Uma mulher de quase cinqüenta anos, casada, mãe de três filhos dos quais o primeiro
morreu de
desidratação recém nascido, foi internada com um eczema que teve
inicio há alguns meses ao usar um brinco que ganhara de presente das irmãs quando
voltava para o Rio encontrar a família após ter ido se tratar de depressão em sua
cidade natal. O atendimento pela Psicologia
Médica foi solicitado pela equipe da
enfermaria porque ela dizia que tudo decorria do fato dela ter depressões. Contou
ter sofrido quatro episódios depressivos: o primeiro, quando o marido, então ainda
seu noivo, desistiu temporariamente de com ela casar; o segundo, após o nascimento
do seu primeiro filho, quando não conseguiu cuidar dele e da casa sem o marido,
que na época trabalhava em outro estado. A paciente disse ter melhorado quando o
marido voltou para casa e foi este filho que morreu de desidratação.
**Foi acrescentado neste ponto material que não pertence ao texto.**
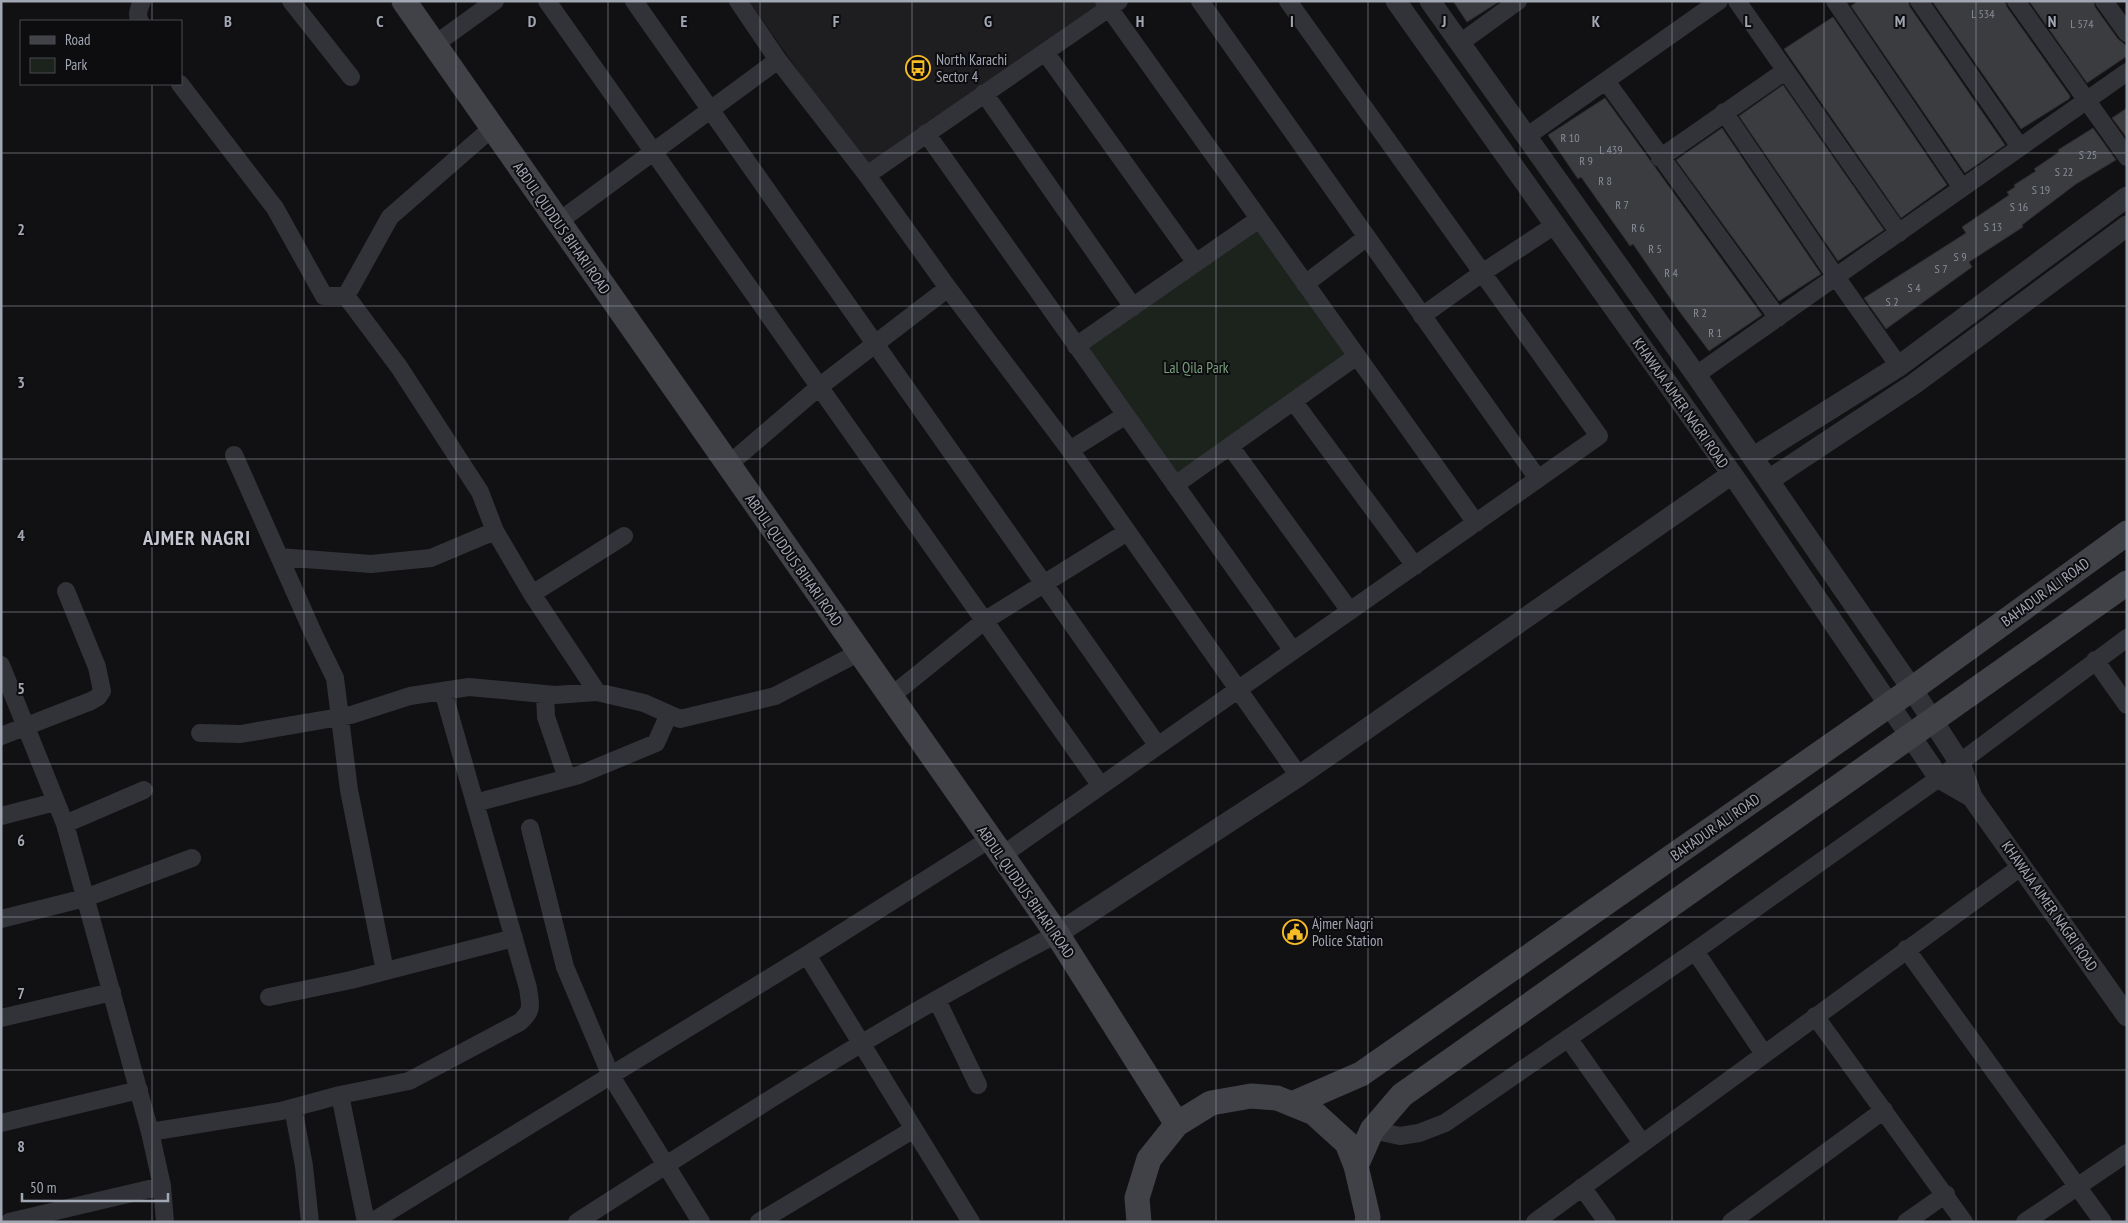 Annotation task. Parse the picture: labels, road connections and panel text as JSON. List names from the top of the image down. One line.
{"streets":{"main road":["ABDUL QUDDUS BIHARI ROAD","BAHADUR ALI ROAD"],"street":["KHAWAJA AJMER NAGRI ROAD"]},"crossings":[["KHAWAJA AJMER NAGRI ROAD","BAHADUR ALI ROAD"]],"districts":["AJMER NAGRI"],"parks":["Lal Qila Park"],"places":{"bus stop":["North Karachi Sector 4"],"public building":["Ajmer Nagri Police Station"]},"house_numbers":["L 534","L 574","R 10","L 439","S 25","R 9","S 22","R 8","S 19","R 7","S 16","S 13","R 6","R 5","S 9","S 7","R 4","S 4","S 2","R 2","R 1"],"legend":["Road","Park"],"scale_bar":"50 m","grid":{"columns":["B","C","D","E","F","G","H","I","J","K","L","M","N"],"rows":["2","3","4","5","6","7","8"]}}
A terceira
crise depressiva aconteceu quando trabalhava com o marido: desta vez não conseguiu
levar adiante as tarefas laborativas. E a última ocorreu recentemente quando viu
que a filha estava tendo problemas no trabalho e disso inferiu que também a filha
era dada a ter depressões.
Também nos atendimentos da Psicologia
Médica a paciente só se referia aos seus episódios depressivos, a eles sempre voltando
para justificar todos os seus problemas físicos e pessoais, assim como suas dificuldades
com a vida.
O primeiro tema a ser discutido foi a relação entre doenças orgânicas e dificuldades
no processo de simbolização. Foi lembrado que isso vem sendo pensado há muitos
anos a partir da idéia de que aquilo que não se expressa através de palavras extravasa,
repercute, no corpo. Foi assim com a idéia de
neurose atual que Freud formulou
para as doenças mentais relacionadas com o desempenho orgânico, com o conceito de
“pensamento operatório” que Pierre Marty desenvolveu para descrever um determinado
tipo de funcionamento mental que seria acompanhado de fenômenos patológicos orgânicos
e com a idéia de “alexitimia” que designa a incapacidade de expressar sentimentos
e que Peter Sifneos utilizou para tentar compreender certos fenômenos psicossomáticos.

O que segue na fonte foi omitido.